Archive for the ‘List-servs’ Category


Resource Reviews: List-servs

April 28, 2010

List-servs, or email discussion lists, date back to the early days of the WWW as a means of communication professional information.  Despite being more than 15 years old in many cases, many list-servs remain vital and active.

There are a few that hit the (small) niche where Classics and librarianship coexist:

I subscribe to all of these, and none are very high traffic.  In the case of WESS-CMR, I think there have been maybe two posts in the last year!  They have proven their use in coordinating communication about the Library of Congress’ rules about Greek transliteration in the past few months (especially CoHSL) and there are sporadic requests for research assistance on CoHSL and WESS, and collection development opportunities on WESS.

There are many more for librarians of all stripes and interests; a starting point for seeking them out is available at the Library of Congress.

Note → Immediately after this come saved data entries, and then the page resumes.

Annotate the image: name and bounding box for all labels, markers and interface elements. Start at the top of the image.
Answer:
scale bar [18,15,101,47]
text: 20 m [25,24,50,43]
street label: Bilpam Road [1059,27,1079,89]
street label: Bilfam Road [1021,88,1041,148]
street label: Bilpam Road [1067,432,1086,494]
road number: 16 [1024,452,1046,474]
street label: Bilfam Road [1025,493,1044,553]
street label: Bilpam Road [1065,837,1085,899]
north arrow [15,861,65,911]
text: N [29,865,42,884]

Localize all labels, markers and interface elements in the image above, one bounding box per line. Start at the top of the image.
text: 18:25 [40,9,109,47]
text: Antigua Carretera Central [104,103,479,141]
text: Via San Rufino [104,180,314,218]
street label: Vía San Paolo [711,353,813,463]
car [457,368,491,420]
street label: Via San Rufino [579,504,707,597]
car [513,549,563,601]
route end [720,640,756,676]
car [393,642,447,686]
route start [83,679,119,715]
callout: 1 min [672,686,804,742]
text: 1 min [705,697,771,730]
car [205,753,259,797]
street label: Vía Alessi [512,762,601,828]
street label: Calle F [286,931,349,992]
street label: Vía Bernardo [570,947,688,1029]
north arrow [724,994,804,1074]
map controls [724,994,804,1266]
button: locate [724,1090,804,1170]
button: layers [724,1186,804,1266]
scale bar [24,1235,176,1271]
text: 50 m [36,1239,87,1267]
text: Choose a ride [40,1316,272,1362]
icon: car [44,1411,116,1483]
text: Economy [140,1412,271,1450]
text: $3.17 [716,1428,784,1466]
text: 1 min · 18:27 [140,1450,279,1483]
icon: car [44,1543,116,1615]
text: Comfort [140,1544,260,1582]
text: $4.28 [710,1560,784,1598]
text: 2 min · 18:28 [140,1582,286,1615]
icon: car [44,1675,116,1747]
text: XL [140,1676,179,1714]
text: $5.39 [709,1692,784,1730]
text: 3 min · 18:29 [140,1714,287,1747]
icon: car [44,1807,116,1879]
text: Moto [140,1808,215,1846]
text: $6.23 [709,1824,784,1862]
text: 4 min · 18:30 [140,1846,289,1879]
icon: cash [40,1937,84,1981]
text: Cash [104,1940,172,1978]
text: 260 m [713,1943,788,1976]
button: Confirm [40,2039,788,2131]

For Classicists, Jenkins reviews 16 list-servs (nos. 175-190).  The most active and generalist seem to be:

  • Classics-L Hosted at Kentucky; there is searchable archive, organized by week.  Jenkins warns that it “has a decided tendency to get sidetracked” (as I have also found) but is the most active of the lists he reviews, and best for news.  I get this in a daily digest, since the volume of postings would annoy me if I received each one.
  • Arch-L has moved to Buffalo since Jenkins’ description of it.  It is a general (i.e. not specific to the Classical world) archaeology list with information about excavation opportunities.  It seems to be running 1-2 posts a day since I have subscribed.
  • Aegeanet merits a special mention from me, since I subscribed to it in the later 1990s.  It is for students of Aegean prehistory.  It is hosted by John Younger at Kansas.  It is currently fairly active, right now discussing the KOSMOS conference.
  • The rest are mostly more specialized, including list-servs for numismatics, teachers of high school latin, with a UK focus, etc.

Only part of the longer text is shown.